Stored data:

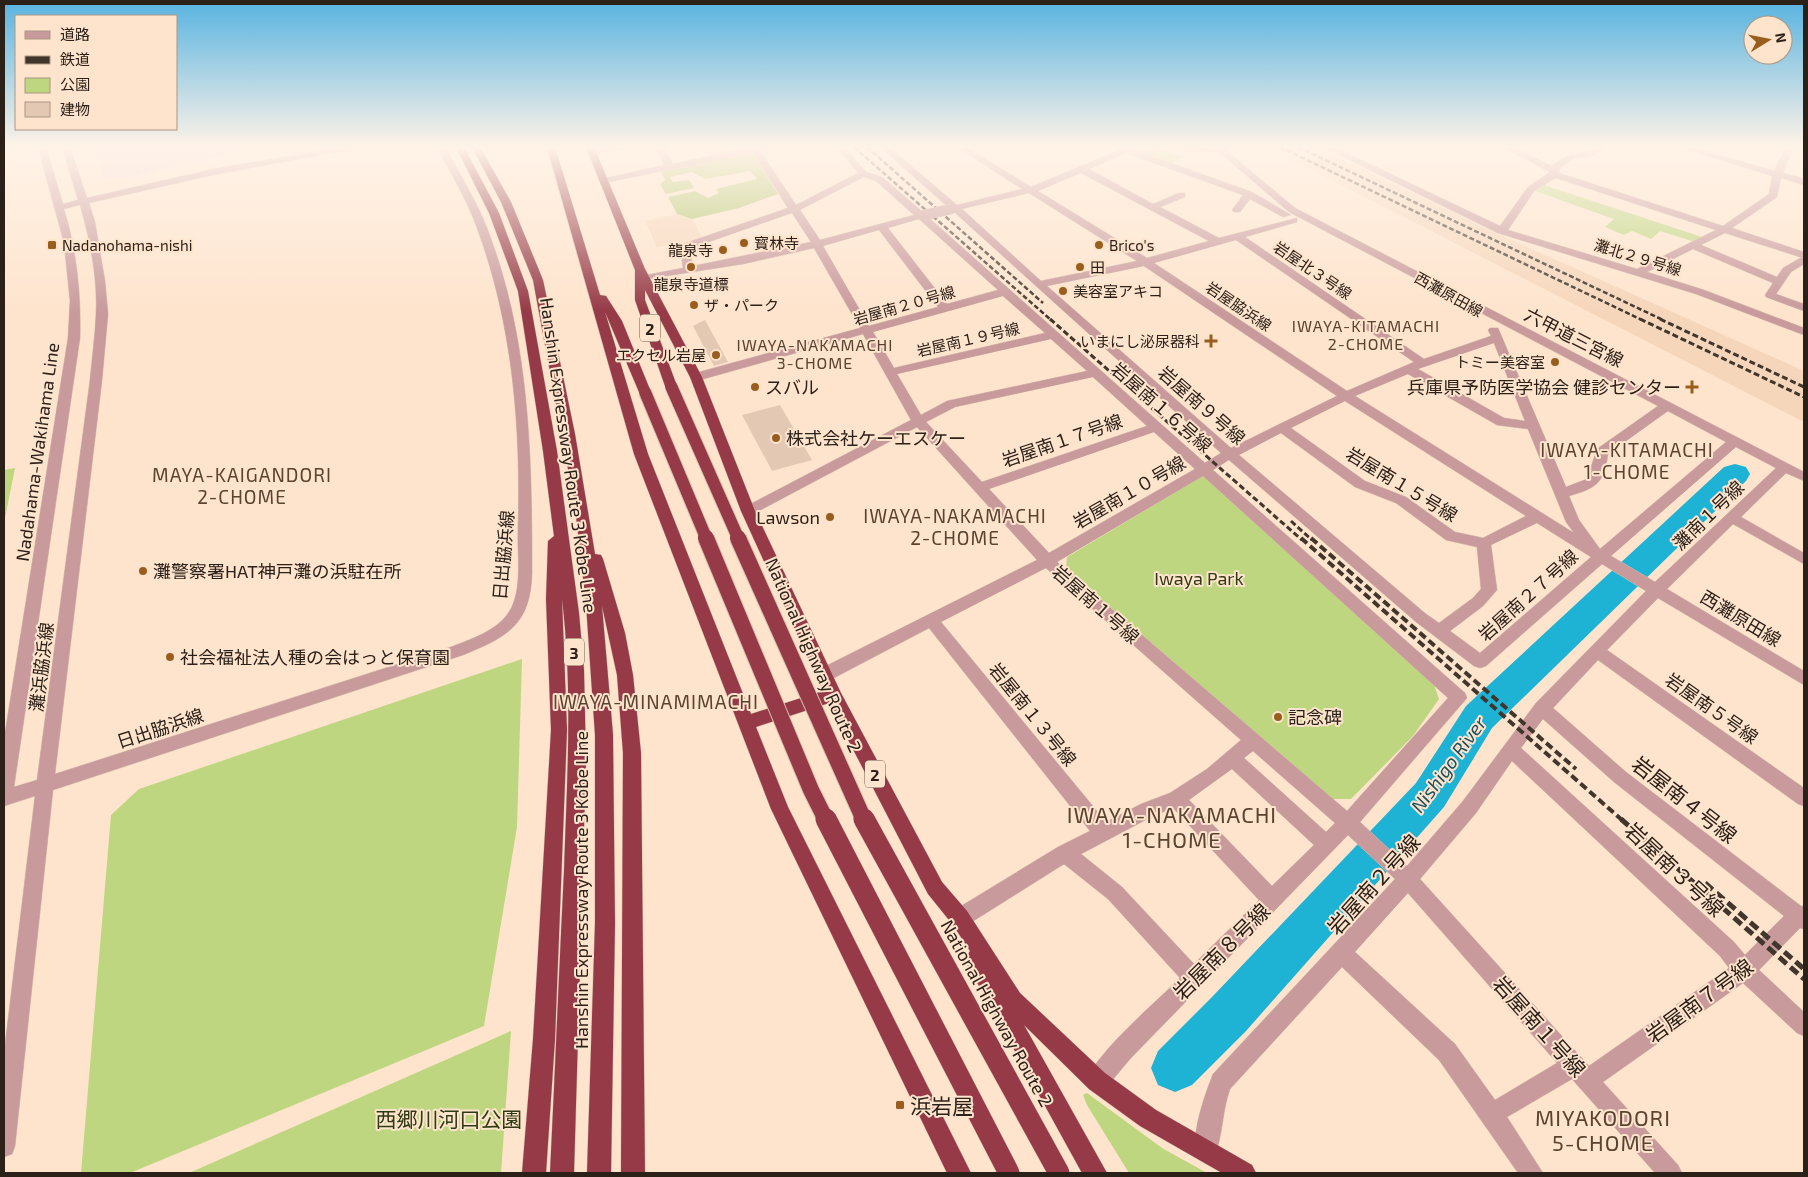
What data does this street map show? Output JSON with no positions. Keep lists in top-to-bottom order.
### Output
{
  "streets": {
    "highway": [
      "2",
      "Hanshin Expressway Route 3 Kobe Line",
      "3",
      "National Highway Route 2"
    ],
    "street": [
      "灘北２９号線",
      "岩屋北３号線",
      "西灘原田線",
      "岩屋南２０号線",
      "岩屋脇浜線",
      "六甲道三宮線",
      "岩屋南１９号線",
      "岩屋南９号線",
      "岩屋南１６号線",
      "岩屋南１７号線",
      "Nadahama-Wakihama Line",
      "岩屋南１５号線",
      "岩屋南１０号線",
      "灘南１号線",
      "日出脇浜線",
      "岩屋南２７号線",
      "岩屋南１号線",
      "灘浜脇浜線",
      "岩屋南５号線",
      "岩屋南１３号線",
      "岩屋南４号線",
      "岩屋南３号線",
      "岩屋南２号線",
      "岩屋南８号線",
      "岩屋南７号線"
    ]
  },
  "crossings": [
    ["岩屋北３号線", "岩屋南１０号線"],
    ["西灘原田線", "岩屋脇浜線"],
    ["西灘原田線", "六甲道三宮線"],
    ["西灘原田線", "岩屋南１０号線"],
    ["西灘原田線", "灘南１号線"],
    ["西灘原田線", "岩屋南２７号線"],
    ["西灘原田線", "岩屋南２号線"],
    ["岩屋南２０号線", "岩屋南１６号線"],
    ["岩屋南２０号線", "岩屋南１号線"],
    ["岩屋南２０号線", "National Highway Route 2"],
    ["岩屋脇浜線", "岩屋南１０号線"],
    ["岩屋脇浜線", "岩屋南２７号線"],
    ["六甲道三宮線", "灘南１号線"],
    ["六甲道三宮線", "岩屋南２７号線"],
    ["岩屋南１９号線", "岩屋南１６号線"],
    ["岩屋南１９号線", "岩屋南１号線"],
    ["岩屋南９号線", "岩屋南１０号線"],
    ["岩屋南９号線", "岩屋南２７号線"],
    ["岩屋南１６号線", "岩屋南１７号線"],
    ["岩屋南１６号線", "岩屋南１０号線"],
    ["岩屋南１６号線", "岩屋南８号線"],
    ["岩屋南１７号線", "岩屋南１号線"],
    ["岩屋南１５号線", "岩屋南１０号線"],
    ["岩屋南１０号線", "岩屋南１号線"],
    ["岩屋南１０号線", "National Highway Route 2"],
    ["岩屋南１０号線", "岩屋南１３号線"],
    ["灘南１号線", "岩屋南２号線"],
    ["日出脇浜線", "灘浜脇浜線"],
    ["岩屋南１号線", "岩屋南２号線"],
    ["岩屋南１号線", "岩屋南８号線"],
    ["岩屋南１号線", "岩屋南７号線"],
    ["National Highway Route 2", "岩屋南２号線"],
    ["National Highway Route 2", "岩屋南８号線"],
    ["岩屋南５号線", "岩屋南２号線"],
    ["岩屋南４号線", "岩屋南２号線"],
    ["岩屋南４号線", "岩屋南７号線"],
    ["岩屋南３号線", "岩屋南２号線"],
    ["岩屋南３号線", "岩屋南７号線"]
  ],
  "districts": [
    "IWAYA-KITAMACHI 2-CHOME",
    "IWAYA-NAKAMACHI 3-CHOME",
    "IWAYA-KITAMACHI 1-CHOME",
    "MAYA-KAIGANDORI 2-CHOME",
    "IWAYA-NAKAMACHI 2-CHOME",
    "IWAYA-MINAMIMACHI",
    "IWAYA-NAKAMACHI 1-CHOME",
    "MIYAKODORI 5-CHOME"
  ],
  "water": ["Nishigo River"],
  "parks": ["Iwaya Park", "西郷川河口公園"],
  "places": {
    "other": [
      "寳林寺",
      "Brico's",
      "龍泉寺",
      "龍泉寺道標",
      "田",
      "美容室アキコ",
      "ザ・パーク",
      "エクセル岩屋",
      "トミー美容室",
      "スバル",
      "株式会社ケーエスケー",
      "Lawson",
      "灘警察署HAT神戸灘の浜駐在所",
      "社会福祉法人種の会はっと保育園",
      "記念碑"
    ],
    "transit": ["Nadanohama-nishi", "浜岩屋"],
    "health": ["いまにし泌尿器科", "兵庫県予防医学協会 健診センター"]
  },
  "legend": [
    "道路",
    "鉄道",
    "公園",
    "建物"
  ],
  "north": "right"
}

> WHAT TO WORK ON: In how many lines of the data above does the word "Output" occur? Only the number is wanted.

> FINISHED EXERCISE: 2